EXERCISE DESCRIPTION
Lines of the listing below that contain the string "Durack" are to be returned.

RECORDS SHOWN
______________________________

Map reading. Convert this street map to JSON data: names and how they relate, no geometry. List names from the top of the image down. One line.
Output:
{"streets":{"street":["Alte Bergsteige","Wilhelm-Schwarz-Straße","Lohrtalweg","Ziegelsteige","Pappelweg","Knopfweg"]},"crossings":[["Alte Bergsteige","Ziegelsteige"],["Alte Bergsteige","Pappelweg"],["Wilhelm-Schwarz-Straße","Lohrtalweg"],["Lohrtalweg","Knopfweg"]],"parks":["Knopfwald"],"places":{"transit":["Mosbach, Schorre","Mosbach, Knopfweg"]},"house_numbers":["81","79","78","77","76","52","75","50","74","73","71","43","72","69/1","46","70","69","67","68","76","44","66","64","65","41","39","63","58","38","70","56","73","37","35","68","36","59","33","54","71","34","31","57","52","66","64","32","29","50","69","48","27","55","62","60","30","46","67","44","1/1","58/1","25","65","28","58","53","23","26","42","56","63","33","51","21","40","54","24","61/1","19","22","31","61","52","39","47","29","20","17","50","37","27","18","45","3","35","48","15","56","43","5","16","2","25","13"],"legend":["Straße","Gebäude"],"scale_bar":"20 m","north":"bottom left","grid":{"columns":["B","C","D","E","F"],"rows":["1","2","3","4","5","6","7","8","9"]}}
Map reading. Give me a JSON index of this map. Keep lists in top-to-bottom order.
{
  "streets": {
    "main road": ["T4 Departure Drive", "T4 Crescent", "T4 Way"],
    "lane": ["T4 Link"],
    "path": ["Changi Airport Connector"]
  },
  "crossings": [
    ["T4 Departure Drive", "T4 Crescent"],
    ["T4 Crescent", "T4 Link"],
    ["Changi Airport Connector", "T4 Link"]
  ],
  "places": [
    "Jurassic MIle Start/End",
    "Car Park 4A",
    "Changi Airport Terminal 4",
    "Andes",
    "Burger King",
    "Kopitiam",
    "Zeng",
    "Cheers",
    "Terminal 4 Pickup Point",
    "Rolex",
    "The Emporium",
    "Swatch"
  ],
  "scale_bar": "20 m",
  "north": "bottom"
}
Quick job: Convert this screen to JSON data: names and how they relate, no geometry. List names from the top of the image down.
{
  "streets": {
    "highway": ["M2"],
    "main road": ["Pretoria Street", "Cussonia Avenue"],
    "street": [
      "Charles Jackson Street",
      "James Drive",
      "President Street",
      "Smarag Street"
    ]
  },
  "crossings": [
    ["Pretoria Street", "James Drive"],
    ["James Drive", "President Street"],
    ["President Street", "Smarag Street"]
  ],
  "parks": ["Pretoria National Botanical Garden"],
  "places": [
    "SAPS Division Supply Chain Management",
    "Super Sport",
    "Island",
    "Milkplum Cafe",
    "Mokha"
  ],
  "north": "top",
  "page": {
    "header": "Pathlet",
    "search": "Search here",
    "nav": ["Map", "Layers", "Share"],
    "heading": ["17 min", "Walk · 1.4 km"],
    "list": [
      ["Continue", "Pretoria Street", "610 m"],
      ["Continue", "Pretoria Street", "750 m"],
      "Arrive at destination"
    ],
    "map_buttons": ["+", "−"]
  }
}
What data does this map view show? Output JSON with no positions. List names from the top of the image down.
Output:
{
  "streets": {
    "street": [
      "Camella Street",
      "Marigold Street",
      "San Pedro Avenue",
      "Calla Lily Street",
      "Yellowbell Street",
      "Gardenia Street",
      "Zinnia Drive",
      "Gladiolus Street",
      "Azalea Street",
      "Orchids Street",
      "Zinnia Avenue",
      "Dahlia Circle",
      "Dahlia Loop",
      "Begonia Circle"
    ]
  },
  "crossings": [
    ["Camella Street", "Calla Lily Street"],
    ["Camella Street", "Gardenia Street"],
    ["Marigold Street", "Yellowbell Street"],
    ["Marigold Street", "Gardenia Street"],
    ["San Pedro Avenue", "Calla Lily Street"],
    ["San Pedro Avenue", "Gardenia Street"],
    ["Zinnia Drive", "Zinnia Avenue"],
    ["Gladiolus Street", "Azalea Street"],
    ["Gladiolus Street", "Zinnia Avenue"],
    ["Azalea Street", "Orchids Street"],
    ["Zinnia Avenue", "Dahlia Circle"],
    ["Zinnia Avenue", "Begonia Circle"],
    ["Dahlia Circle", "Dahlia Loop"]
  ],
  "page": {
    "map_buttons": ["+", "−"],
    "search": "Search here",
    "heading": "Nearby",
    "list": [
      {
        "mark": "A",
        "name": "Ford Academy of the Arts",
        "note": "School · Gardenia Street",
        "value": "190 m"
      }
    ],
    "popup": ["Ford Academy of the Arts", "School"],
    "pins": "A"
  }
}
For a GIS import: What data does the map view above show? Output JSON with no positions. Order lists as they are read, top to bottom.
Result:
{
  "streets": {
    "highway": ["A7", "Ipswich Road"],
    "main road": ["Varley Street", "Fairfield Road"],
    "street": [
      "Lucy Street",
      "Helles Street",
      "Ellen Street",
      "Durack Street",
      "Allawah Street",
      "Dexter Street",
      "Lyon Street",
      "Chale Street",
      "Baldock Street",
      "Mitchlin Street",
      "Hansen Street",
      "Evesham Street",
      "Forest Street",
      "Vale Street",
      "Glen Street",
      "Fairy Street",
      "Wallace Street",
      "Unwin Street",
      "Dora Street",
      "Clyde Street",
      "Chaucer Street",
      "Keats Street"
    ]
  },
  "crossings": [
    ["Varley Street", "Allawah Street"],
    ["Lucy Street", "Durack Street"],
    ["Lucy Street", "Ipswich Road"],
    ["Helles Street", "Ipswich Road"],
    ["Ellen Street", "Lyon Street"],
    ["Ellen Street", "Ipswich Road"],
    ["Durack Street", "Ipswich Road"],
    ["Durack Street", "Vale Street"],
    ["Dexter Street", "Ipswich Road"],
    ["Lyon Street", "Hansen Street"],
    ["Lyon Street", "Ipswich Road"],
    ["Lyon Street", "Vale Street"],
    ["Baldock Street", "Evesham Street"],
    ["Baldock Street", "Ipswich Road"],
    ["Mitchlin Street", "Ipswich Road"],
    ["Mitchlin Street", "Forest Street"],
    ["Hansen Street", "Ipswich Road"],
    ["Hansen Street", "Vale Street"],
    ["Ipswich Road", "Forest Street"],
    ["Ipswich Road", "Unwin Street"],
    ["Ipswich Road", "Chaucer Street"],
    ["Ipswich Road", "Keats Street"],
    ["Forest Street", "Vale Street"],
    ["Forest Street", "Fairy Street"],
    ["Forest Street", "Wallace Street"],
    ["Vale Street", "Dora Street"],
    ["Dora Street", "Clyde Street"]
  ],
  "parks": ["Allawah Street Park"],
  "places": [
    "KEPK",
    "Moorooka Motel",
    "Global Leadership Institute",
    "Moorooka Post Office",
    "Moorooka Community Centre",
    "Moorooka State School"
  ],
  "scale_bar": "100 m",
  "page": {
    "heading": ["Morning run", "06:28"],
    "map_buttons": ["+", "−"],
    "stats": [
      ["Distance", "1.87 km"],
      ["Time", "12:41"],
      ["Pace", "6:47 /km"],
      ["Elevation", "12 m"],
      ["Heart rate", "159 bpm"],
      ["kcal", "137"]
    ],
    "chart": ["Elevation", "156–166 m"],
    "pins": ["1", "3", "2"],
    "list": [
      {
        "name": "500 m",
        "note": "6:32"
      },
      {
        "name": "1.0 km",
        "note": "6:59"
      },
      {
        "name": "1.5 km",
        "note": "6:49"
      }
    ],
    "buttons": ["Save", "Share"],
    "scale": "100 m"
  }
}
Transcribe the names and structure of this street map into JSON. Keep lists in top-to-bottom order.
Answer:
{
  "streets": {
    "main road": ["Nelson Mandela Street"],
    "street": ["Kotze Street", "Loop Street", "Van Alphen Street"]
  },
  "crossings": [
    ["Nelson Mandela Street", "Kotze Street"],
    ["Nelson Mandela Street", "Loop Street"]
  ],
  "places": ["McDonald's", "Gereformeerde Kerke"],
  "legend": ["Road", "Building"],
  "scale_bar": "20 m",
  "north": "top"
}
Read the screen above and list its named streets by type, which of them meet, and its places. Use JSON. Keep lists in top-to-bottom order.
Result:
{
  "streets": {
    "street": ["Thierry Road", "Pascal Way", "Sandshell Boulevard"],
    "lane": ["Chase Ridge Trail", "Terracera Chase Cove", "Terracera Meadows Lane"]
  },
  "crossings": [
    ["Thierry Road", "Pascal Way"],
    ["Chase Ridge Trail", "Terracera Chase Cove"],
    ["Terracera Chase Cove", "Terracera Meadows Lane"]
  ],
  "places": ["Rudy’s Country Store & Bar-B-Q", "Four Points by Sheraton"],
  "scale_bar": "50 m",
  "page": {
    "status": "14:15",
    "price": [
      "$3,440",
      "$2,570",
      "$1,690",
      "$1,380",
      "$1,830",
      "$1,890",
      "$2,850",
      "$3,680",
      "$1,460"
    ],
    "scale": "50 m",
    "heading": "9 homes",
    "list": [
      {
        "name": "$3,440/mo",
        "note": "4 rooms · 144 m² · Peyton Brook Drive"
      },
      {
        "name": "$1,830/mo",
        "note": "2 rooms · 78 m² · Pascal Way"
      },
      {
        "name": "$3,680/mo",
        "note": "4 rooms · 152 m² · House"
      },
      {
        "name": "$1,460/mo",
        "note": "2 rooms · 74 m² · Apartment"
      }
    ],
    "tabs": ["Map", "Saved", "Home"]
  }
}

______________________________

REPLY
      "Durack Street",
    ["Lucy Street", "Durack Street"],
    ["Durack Street", "Ipswich Road"],
    ["Durack Street", "Vale Street"],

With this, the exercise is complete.